New home builders are looking ahead, and the National Association of Home Builders (NAHB) says this optimism was reflected in its Housing Market Index (HMI) for February.  While the total HMI, which is also sponsored by Wells Fargo, was unchanged from January at 72, its most forward-looking component hit a post-recession high.

The HMI is derived from a monthly survey NAHB conducts among its new-home builder members. The survey asks builders for their perceptions of current market conditions for newly constructed homes and their expectations for-those conditions over the next six months, ranking each as "good," "fair" or "poor." The survey also asks builders to rate traffic of prospective buyers as "high to very high," "average" or "low to very low." Scores for each component are then used to calculate a seasonally adjusted index where any number over 50 indicates that more builders view conditions as good than poor.

It was the question about conditions six months in the future that showed the strongest degree of confidence, gaining 2 points from January to a score of 80. The index measuring buyer traffic held steady at 54, and the component gauging current sales conditions dropped one point to 78.

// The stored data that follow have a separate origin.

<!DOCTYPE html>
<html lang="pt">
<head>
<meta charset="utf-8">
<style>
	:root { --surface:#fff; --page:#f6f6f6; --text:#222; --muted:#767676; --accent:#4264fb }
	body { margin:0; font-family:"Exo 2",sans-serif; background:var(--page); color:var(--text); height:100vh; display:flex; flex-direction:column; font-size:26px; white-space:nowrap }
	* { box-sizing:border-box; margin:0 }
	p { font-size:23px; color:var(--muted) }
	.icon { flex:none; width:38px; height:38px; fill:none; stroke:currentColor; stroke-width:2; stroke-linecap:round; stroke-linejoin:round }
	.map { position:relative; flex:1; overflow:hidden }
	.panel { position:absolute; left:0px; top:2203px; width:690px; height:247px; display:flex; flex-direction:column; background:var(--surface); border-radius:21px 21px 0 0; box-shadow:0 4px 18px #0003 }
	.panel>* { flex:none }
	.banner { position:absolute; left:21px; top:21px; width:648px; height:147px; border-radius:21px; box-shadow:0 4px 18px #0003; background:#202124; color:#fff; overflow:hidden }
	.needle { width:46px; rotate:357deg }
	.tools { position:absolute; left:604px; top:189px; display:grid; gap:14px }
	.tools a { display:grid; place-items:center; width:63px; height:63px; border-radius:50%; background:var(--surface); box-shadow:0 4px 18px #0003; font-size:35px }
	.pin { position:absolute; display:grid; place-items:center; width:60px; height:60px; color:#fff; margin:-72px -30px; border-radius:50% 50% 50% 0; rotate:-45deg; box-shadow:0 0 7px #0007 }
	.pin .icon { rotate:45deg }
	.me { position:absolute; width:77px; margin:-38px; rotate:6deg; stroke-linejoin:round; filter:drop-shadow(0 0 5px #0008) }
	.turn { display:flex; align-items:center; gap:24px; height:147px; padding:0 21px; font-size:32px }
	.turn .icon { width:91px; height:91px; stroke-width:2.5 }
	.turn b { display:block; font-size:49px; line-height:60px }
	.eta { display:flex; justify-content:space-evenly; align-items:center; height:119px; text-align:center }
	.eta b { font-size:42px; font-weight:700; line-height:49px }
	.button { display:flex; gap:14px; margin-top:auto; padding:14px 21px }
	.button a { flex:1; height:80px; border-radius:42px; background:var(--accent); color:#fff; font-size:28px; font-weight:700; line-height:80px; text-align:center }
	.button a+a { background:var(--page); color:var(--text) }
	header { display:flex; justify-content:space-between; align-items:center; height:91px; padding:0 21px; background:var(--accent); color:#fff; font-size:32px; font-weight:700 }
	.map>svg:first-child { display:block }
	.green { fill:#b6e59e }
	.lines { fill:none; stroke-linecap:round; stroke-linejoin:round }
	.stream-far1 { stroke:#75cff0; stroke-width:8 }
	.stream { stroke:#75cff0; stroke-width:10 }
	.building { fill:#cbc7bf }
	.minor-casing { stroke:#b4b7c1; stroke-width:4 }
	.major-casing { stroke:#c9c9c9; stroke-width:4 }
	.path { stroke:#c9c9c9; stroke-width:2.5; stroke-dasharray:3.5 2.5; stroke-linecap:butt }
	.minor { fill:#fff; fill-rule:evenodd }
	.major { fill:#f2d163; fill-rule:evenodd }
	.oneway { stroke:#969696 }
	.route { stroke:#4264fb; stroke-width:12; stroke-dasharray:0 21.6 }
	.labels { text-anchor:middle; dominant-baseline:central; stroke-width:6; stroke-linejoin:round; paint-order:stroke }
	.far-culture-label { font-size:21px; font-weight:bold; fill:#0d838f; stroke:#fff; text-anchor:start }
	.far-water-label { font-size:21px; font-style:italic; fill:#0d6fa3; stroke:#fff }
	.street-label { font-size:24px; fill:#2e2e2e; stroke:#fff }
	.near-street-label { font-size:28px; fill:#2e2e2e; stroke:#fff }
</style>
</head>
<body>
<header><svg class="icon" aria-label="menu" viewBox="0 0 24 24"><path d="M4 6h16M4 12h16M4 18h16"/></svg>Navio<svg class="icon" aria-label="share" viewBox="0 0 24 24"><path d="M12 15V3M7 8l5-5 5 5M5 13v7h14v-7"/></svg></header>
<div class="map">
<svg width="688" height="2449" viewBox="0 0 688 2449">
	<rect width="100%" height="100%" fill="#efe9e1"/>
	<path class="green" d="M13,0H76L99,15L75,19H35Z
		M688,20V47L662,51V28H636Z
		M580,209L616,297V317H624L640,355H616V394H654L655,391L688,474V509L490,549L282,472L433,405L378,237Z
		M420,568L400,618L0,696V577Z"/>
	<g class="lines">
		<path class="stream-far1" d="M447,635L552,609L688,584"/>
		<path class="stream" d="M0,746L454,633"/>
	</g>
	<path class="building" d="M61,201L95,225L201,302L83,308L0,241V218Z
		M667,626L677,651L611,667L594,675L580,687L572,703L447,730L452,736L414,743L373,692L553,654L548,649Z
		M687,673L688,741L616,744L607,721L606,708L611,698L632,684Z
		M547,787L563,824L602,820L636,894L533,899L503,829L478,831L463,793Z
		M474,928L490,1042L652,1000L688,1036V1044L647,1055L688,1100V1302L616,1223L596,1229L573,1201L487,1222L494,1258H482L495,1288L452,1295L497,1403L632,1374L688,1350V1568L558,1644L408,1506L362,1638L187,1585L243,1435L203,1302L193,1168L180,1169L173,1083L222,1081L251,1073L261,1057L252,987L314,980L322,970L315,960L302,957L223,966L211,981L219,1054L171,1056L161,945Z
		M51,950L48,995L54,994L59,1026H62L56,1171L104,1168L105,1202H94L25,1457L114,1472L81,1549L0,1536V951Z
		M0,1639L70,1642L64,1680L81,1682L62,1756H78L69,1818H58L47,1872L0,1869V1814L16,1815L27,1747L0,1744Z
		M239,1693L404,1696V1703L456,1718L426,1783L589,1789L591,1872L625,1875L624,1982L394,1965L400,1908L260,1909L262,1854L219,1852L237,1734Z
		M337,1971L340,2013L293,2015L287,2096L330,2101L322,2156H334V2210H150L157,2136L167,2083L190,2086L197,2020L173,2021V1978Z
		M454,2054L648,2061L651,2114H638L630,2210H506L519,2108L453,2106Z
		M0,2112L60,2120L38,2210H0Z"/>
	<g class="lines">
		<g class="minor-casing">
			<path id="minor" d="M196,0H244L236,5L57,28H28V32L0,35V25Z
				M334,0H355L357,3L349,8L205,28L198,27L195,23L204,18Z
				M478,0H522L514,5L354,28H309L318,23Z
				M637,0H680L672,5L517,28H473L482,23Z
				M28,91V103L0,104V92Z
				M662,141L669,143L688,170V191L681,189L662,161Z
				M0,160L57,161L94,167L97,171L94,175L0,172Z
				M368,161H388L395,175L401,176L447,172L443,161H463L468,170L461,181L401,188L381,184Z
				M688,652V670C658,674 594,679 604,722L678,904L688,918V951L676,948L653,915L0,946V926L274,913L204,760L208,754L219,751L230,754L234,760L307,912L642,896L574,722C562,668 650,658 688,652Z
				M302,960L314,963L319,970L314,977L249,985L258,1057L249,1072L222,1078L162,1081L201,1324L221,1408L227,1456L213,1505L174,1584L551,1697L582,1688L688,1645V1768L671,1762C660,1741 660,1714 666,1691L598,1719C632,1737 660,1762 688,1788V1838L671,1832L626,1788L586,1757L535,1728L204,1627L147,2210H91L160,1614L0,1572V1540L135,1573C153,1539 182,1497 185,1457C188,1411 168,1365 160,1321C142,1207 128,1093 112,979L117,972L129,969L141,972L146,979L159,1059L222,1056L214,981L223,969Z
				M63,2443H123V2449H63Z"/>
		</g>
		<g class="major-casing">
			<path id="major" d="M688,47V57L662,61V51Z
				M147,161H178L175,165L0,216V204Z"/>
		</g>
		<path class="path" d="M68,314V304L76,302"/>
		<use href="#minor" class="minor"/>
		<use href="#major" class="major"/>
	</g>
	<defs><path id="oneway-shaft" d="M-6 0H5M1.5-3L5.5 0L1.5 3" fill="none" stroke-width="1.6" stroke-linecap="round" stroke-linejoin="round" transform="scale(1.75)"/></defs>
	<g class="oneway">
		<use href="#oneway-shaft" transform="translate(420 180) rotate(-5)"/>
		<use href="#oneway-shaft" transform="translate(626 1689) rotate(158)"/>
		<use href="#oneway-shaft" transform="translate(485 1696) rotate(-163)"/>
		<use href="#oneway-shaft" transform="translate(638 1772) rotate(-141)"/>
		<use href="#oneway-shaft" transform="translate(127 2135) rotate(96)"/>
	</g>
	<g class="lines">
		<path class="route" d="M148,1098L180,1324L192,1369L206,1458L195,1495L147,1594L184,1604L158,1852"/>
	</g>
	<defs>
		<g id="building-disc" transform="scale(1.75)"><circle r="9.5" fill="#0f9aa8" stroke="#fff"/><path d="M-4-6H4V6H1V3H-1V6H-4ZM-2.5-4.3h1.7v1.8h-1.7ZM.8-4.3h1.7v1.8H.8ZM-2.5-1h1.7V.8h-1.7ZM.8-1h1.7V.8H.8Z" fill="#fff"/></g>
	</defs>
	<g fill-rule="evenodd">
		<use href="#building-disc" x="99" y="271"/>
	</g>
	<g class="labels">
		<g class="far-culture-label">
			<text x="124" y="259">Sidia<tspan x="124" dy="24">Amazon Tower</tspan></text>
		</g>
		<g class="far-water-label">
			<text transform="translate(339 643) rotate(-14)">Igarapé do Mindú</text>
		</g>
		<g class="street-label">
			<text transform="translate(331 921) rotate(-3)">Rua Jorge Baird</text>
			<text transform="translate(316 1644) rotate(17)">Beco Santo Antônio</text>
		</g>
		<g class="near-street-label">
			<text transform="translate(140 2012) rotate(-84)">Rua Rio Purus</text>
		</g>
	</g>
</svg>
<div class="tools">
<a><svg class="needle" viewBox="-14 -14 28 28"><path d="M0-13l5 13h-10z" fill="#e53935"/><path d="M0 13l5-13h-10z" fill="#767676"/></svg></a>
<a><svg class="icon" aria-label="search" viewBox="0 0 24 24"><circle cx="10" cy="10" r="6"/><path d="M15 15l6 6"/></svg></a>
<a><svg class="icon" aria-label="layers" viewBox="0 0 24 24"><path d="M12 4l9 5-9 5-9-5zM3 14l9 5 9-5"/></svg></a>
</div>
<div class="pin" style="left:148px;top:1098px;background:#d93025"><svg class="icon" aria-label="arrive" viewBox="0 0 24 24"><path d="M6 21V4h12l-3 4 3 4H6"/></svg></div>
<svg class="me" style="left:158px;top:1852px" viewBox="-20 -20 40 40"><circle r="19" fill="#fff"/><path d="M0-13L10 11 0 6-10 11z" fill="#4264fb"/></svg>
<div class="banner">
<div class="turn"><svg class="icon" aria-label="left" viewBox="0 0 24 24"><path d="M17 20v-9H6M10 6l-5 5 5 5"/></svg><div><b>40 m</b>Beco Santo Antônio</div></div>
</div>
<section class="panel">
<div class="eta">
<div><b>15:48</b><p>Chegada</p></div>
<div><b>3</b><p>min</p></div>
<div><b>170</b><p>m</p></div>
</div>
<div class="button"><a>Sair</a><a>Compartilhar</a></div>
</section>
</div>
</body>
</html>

NAHB chief economist Robert Dietz said, "The HMI gauge of future sales expectations has reached a post-recession high, an indicator that consumer demand for housing should grow in the months ahead. With ongoing job creation, increasing owner-occupied household formation, and a tight supply of existing home inventory, the single-family housing sector should continue to strengthen at a gradual but consistent pace."

He added that while the index shows demand conditions are positive, supply-side construction hurdles need to be managed, as scarce labor and building material price increases remain top concerns.

Regional HMI scores are expressed as three-month moving averages. The Midwest rose two points to 72, the South increased one point to 74, the West remained unchanged at 81, and Northeast fell two points to 56.